The Lion of Talavera

Jazz pianist Fats Waller is said to have told a lady who asked him what swing was: “Lady, if you has to ask, you ain’t got it.” I didn’t have to ask, I knew that I didn’t have what it takes to be a torero: I lacked the arrogance, the hauteur, the macho posturing that comes naturally to even the most reticent of Latin performers. I was too English. Yet the young man attempting to teach me how to swing a cape with grace and slow subtlety was one of the least artistic toreros there’ve ever been. He was also one of the bravest.

 

By Bill Cranfield

Raul Sanchez, the Lion of Talavera, made no fewer than 50 appearances in the world’s premier bullring, La Monumental de Las Ventas in Madrid. Usually with difficult animals and sparse mid-summer attendances. The crowd loved his do-or-die attitude, his suicidal courage. A lack of imagination? Perhaps. A friend reckons that the bravest torero of all was Curro Romero — he had so much fear to overcome.
Raul was the best friend of the son of the couple who ran the boarding house I stayed in when I first arrived in Madrid. In the now gentrified and hyper-expensive Plaza de la Marina Española, then a rather run-down backwater in the very centre of the city. Almost every summer Sunday, the three of us would go searching for “capeas” in nearby villages.

Arriving too early one afternoon, I found a vacant spot on the fence circling the town square and proceeded to squat there, clutching Raul’s cape, muleta and wooden sword, ready to hand them to him when the bull appeared. What I hadn’t reckoned with was that my feet were dangling within easy reach of the animal’s horns, so I spent an uncomfortable couple of hours trying to avoid them.

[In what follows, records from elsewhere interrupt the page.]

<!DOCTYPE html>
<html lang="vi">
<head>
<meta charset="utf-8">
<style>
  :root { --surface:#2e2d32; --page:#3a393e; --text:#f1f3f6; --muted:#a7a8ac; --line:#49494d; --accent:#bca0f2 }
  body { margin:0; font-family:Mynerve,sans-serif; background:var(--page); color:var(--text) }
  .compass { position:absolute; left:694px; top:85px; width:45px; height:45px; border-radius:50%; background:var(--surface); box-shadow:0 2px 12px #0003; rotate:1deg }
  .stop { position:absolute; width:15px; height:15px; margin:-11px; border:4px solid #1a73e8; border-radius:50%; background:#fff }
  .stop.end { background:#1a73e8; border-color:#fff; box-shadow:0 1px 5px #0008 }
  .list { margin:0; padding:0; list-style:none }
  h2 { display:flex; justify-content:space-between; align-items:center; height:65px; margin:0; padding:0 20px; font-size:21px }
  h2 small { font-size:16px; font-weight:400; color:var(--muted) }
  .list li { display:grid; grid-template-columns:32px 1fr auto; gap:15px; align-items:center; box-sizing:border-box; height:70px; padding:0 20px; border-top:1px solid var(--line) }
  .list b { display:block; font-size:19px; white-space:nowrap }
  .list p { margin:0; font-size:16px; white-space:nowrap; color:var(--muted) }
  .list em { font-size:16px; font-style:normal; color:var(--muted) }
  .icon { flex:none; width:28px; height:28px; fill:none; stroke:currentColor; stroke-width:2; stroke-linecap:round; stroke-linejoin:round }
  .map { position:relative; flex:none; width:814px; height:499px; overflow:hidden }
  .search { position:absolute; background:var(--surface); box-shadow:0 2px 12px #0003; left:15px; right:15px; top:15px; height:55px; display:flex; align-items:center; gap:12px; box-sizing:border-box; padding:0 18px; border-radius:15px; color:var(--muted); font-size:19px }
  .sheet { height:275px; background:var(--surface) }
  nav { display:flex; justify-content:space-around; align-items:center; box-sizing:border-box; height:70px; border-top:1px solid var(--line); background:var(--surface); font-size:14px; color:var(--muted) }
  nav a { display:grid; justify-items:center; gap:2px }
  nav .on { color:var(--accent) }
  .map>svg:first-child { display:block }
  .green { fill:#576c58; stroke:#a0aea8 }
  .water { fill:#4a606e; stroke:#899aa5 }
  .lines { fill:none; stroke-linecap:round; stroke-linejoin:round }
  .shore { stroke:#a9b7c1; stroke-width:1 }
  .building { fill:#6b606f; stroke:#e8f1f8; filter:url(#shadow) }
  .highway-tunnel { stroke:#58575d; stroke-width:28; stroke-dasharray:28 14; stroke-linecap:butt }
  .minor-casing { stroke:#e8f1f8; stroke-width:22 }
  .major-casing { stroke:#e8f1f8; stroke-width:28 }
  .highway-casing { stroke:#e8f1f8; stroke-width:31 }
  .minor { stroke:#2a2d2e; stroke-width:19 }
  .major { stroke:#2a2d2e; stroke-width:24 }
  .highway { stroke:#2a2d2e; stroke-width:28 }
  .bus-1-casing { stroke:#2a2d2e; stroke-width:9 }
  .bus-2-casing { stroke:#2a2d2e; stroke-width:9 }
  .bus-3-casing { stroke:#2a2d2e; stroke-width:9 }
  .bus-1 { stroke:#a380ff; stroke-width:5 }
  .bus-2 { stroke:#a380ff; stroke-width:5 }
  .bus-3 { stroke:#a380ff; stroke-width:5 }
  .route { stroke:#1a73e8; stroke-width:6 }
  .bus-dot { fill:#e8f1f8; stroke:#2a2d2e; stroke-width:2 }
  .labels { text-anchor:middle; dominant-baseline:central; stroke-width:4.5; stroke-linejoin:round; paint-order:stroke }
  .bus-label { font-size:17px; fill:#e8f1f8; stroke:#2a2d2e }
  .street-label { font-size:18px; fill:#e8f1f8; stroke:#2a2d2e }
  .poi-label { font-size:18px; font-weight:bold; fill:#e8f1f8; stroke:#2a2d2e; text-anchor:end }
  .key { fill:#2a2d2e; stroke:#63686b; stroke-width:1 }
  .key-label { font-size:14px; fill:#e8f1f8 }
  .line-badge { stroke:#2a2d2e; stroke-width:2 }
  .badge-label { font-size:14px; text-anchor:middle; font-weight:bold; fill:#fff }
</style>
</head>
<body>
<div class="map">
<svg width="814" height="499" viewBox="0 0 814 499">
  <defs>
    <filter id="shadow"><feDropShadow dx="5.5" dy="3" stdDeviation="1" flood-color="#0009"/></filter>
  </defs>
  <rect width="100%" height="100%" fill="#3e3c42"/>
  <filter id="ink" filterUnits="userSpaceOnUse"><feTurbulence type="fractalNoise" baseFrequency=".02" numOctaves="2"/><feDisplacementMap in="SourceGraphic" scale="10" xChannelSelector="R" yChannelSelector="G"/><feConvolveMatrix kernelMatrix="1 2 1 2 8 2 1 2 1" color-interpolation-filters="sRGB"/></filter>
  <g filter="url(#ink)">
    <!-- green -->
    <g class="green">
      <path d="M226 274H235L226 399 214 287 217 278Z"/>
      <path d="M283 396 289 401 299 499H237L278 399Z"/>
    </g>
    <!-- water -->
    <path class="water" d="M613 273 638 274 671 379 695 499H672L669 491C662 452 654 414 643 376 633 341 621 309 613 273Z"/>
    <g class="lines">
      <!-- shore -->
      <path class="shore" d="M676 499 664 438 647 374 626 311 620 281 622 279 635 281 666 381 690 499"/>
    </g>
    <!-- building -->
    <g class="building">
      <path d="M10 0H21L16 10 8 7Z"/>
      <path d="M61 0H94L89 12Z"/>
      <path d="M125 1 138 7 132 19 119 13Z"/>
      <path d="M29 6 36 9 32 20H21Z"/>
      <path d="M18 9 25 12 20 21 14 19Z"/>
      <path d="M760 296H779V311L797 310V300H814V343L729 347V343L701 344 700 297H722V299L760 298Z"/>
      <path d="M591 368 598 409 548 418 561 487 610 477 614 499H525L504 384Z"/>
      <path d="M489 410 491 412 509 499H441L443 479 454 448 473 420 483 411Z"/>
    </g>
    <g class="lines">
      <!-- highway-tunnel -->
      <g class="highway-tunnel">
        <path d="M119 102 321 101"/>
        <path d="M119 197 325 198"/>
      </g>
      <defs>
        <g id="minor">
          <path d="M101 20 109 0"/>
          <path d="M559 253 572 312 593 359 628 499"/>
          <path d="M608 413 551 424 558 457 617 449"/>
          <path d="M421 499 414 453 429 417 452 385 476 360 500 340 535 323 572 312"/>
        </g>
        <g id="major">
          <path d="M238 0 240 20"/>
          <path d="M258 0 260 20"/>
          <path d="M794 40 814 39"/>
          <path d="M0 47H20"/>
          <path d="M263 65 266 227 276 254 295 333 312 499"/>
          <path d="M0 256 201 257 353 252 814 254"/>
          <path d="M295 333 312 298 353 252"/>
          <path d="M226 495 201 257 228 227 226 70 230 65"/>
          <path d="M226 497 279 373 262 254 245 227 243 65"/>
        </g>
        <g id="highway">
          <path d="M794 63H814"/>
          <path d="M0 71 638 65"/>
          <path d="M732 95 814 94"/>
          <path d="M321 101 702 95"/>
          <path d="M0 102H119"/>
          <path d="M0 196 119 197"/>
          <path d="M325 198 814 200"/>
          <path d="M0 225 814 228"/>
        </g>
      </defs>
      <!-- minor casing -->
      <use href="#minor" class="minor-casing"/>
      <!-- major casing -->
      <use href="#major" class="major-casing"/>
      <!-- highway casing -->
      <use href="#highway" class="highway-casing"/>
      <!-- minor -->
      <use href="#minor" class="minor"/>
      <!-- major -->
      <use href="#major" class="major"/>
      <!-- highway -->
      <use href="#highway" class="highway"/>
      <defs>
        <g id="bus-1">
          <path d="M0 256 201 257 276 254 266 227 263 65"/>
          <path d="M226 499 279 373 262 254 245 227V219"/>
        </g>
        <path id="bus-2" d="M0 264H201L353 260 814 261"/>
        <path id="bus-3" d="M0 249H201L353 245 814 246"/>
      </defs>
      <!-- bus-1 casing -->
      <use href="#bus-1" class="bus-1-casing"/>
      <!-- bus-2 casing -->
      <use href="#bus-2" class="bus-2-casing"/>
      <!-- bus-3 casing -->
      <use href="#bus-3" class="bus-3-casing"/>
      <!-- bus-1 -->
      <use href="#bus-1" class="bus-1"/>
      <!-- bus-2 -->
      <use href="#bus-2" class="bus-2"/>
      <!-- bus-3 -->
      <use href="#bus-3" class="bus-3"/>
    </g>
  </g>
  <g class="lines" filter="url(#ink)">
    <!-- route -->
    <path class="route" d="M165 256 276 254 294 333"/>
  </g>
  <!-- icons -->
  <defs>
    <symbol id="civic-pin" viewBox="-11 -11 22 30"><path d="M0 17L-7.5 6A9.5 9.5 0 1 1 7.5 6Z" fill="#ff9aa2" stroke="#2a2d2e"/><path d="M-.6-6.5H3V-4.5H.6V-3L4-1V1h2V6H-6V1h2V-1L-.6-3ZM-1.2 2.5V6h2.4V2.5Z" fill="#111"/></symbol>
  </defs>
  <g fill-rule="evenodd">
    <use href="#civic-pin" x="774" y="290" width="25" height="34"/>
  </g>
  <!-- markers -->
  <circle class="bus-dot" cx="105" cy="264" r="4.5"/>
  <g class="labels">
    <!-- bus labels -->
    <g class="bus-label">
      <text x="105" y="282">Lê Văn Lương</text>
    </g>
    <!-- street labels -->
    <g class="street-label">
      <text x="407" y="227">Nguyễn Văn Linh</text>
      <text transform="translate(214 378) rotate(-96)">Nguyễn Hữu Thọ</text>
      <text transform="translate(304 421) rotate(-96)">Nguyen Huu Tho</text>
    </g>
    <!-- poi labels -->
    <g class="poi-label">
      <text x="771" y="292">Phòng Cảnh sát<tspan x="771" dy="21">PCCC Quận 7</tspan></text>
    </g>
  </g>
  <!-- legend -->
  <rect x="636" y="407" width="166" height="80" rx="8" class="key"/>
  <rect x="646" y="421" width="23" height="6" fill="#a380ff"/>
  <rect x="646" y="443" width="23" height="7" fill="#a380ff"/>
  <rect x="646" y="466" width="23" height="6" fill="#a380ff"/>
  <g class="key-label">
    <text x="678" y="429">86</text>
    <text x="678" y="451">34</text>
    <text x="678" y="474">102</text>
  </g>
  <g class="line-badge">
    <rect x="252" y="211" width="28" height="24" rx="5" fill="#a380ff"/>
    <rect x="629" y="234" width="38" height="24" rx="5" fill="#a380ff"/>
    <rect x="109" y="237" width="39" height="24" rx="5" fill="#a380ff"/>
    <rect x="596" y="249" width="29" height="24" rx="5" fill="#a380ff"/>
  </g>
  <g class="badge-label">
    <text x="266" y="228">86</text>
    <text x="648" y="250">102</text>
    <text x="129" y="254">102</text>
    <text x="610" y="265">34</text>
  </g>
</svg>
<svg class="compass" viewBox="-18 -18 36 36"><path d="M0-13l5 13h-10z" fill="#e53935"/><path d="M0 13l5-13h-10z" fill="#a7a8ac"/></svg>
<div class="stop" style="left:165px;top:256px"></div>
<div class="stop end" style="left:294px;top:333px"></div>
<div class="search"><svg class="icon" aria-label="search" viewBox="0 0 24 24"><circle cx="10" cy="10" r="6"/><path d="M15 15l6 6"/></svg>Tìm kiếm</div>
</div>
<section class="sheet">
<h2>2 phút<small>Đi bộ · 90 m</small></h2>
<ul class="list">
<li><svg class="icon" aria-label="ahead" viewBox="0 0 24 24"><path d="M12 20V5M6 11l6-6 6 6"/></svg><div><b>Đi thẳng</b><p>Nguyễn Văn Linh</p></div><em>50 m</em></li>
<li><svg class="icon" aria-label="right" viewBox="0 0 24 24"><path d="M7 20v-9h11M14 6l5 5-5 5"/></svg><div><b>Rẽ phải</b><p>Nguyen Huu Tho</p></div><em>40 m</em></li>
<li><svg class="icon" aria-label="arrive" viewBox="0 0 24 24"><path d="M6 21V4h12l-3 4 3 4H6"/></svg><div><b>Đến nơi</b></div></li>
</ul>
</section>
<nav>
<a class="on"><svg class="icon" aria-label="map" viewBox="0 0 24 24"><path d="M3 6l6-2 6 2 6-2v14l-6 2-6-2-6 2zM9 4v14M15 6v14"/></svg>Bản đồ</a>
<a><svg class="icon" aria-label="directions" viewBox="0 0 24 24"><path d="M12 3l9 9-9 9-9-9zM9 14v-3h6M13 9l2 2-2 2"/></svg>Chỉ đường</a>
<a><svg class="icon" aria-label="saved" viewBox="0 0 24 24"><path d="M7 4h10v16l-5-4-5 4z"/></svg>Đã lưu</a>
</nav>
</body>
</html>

In the evenings, we would trawl the taverns and pick-up joints in the then notorious Calle Echegaray, drinking rough red wine at a couple of pesetas a glass, including complimentary tapas. I remember the tiny baked sparrows that one munched beak and claws and all.

Some years ago I rang Raul’s peña with a view to visiting him after so many years only to be told that he was suffering from dementia and would not recognise me. He may have lacked imagination as a torero but now he was left with nothing but.